Je sais qu’il y a un fond de vérité dans toutes ces rumeurs, même si elles sont teintées d’hyperbole. Le remords s’installe. Je me mets à chercher des façons de me racheter et de rétablir mon statut d’adropos. Alors je me suis demander si nous ne pourrions pas reterritorialiser l’étude scientifique d’adropos dans notre école et peut-être la rebaptiser : au lieu de « Anthropistikes Epistemes », ce serait « Adropistikes Epistemes ». Ma motivation pour la recherche renaît. Toute la nuit des pensées me traversent l’esprit sur cette nouvelle entreprise. Nous pourrions vendre le palatographe à un magasin d’éléphants blancs et faire des expériences en laryngographie à la place. Le mystère d’adropos résidant dans la vibration des cordes vocales. Si nous pouvons établir la stimulation émotive ressentie par adropos à l’écoute de la transition glottale voisée, nous pourrons constituer une ‘Communauté affective d’Adropos’. Une fois les sujets identifiés, nous pouvons étudier leur habitat, leurs habitudes alimentaires, leurs rituels et croyances, leur système de parenté, leurs divinités, leurs schémas de migration et de sédentarisation, et quelles relations affectives ils entretiennent avec d’autres communautés. Il fallait que je mette au point ma nouvelle théorie et méthodologie pour étudier adropos. J’ai passé la semaine suivante à pomper des idées chez tous les Opouloi du département qui s’y connaissaient en Théorie. L’un recommandait une approche en terme de créature en notre époque de post-humanisme. Pense à la Métamorphose de Kafka, m’a-t-il dit. Un autre me conseillait de méditer sur la compresser spatio-temporelle des ophiolites du du massif des Troodos afin d’apprécier le temps profond et d’envisager adropos dans un avenir de développement durable. Il y avait aussi un partisan de l’action sociale. Lui, c’était un filadropiste qui voulait « embrasser » tous les adropoi affectés par la crise économique.
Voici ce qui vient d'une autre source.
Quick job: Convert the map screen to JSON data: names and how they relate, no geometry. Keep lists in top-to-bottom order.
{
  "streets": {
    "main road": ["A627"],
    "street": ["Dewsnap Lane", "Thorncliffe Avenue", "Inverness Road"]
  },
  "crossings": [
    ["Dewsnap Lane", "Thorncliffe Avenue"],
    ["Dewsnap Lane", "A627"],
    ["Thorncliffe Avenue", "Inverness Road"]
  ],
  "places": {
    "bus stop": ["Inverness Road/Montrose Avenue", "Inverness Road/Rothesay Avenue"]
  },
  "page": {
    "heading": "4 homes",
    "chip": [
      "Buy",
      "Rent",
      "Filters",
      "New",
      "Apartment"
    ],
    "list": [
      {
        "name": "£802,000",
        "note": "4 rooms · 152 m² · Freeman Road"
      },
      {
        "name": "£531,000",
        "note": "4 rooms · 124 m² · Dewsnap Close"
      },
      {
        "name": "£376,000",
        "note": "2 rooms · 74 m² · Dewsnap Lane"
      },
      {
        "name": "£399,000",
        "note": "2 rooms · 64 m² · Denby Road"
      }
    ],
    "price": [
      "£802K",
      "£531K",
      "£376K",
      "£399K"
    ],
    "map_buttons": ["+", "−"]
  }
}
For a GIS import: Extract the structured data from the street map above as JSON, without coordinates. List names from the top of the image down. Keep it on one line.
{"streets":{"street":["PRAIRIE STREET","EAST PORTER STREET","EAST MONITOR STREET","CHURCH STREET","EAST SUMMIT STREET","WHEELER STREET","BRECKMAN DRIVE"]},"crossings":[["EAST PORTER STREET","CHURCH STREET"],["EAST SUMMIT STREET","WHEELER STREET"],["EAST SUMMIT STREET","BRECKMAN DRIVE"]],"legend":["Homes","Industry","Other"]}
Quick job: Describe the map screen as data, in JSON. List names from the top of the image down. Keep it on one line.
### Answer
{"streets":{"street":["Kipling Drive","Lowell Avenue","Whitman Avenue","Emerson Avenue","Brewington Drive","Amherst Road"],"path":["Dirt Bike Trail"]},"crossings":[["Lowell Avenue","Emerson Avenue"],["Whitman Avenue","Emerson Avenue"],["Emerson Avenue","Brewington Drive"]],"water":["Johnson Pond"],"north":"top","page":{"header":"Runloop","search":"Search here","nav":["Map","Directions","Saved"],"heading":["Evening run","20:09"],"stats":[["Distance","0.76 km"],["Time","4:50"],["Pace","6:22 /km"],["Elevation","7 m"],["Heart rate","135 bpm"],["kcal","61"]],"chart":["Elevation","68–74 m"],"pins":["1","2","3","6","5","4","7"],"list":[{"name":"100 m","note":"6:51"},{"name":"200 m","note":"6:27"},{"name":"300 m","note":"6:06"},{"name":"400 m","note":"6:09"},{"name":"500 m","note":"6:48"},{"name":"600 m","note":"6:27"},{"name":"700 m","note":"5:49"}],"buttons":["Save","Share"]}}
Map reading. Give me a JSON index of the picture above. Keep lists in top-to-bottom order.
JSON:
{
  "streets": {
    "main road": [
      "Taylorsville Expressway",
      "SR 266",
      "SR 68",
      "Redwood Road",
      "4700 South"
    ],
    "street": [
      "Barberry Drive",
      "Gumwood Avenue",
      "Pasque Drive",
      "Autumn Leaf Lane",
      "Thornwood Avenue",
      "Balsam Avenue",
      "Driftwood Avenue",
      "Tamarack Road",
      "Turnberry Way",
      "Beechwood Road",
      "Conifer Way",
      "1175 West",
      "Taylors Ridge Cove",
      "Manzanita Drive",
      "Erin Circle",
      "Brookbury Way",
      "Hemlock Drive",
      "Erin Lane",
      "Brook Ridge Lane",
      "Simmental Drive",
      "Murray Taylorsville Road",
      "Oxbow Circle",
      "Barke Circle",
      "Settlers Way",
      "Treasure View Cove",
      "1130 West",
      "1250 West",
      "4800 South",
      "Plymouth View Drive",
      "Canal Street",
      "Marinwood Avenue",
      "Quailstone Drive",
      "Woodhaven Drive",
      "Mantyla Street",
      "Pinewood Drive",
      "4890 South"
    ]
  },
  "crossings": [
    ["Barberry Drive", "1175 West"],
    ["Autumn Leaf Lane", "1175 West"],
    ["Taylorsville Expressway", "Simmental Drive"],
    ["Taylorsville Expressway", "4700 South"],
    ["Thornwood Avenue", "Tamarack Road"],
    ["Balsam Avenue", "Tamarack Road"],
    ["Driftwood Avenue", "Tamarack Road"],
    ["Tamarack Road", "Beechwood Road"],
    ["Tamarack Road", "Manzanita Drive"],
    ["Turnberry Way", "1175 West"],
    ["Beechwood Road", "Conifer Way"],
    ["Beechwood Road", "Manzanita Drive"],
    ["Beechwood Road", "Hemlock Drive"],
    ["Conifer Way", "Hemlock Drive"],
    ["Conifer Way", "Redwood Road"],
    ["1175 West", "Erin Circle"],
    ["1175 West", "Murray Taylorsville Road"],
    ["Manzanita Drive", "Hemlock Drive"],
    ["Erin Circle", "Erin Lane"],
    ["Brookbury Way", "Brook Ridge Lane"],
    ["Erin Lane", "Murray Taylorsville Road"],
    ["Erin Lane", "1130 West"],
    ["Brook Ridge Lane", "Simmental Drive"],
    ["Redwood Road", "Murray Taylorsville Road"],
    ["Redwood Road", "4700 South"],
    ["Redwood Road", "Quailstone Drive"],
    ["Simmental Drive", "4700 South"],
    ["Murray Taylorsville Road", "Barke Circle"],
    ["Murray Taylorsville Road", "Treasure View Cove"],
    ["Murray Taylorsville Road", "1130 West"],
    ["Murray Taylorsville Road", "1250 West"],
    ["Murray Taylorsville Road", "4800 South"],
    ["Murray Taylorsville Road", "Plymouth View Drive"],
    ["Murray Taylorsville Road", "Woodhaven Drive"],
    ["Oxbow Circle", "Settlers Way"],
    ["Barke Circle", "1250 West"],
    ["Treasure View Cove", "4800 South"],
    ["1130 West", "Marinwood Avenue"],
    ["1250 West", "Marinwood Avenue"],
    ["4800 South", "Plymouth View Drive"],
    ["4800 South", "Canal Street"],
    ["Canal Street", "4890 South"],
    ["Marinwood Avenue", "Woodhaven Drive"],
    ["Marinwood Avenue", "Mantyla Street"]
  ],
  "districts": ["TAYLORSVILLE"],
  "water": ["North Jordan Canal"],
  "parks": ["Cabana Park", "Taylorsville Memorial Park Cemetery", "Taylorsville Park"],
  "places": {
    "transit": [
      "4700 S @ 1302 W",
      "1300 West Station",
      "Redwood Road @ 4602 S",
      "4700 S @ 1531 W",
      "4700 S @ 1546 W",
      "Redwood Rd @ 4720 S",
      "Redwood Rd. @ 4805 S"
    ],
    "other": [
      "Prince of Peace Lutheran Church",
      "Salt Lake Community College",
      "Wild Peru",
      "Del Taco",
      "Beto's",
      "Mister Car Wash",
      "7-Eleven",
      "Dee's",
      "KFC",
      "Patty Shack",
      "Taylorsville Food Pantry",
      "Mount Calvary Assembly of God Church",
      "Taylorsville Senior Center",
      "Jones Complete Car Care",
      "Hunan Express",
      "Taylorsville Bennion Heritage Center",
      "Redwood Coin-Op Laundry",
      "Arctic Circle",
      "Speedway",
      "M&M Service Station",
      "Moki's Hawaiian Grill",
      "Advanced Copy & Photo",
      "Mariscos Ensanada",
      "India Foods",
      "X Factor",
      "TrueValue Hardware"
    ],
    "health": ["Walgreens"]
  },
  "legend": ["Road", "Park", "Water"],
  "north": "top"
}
Dans mon enthousiasme, je n’avais pas pris la peine de rencontrer Eramian avant de lui répondre. Cela pouvait tout aussi bien être un virus ou un pourriel, et j’allais me ridiculiser à nouveau comme avec le palatographe. J’ai envoyé un autre message pour proposer une rencontre. La réponse était signée Entafianos A. Entafianos et disait qu’Eramian était en « voyage », mais que lui, Entafianos, serait heureux de me rencontrer pour parler de ce projet. Ce devait être une invention d’Eramian, me suis-je dit. Entafianos Entafianos c’est aussi vraisemblable comme nom que Humbert Humbert. Quelqu’un est en train de me mener en bateau. Mais bon, si Eramian était le pendant insulaire de Vladimir Nabokov, allais-je me détourner de Nabokov parce qu’il voulait me faire rencontrer Humbert Humbert ? Entafianos était peut-être la créature imaginaire de quelqu’un, mais il avait un numéro de téléphone. Je l’ai appelé en proposant de passer à son bureau. Il a insisté pour venir plutôt dans le mien puisque le projet adropos n’était encore localisé nulle part. J’aurais bien voulu explorer son habitat pour voir si je pouvais le rattacher à une réalité reconnaissable qui serait plus qu’un personnage nomade de l’imaginaire d’Eramian portant un nom fictif et cryptique. J’ai néanmoins accepté une rencontre sur le campus, comme il répétait qu’il ne voulait surtout pas me déranger, ce qui flattait ma vanité professorale. Je lui ai délibérément donné des explications embrouillées pour être sûr qu’il se perde, m’appelle sur mon portable et que j’aille à sa rencontre. Rien ne me fait davantage plaisir que d’errer dans les cours de l’université pendant que mes collègues sont en train de débattre en Conseil d’administration si par exemple il ne faut pas déplacer le cours de Pensée critique en deuxième année pour donner aux étudiants un an pour penser avant de leur demander penser de façon critique. J’étais donc sous l’horloge à attendre son appel. Comme prévu il était de l’autre côté de la cour près du dattier. J’ai décidé d’appliquer les théories post-lacaniennes sur le langage et le désir à la méthodologie de terrain de Malinowski sur l’observateur/participant. Bref, j’ai décidé de m’approcher sans me faire voir et d’observer sa façon de marcher et de s’habiller avant qu’il ne puisse me voir.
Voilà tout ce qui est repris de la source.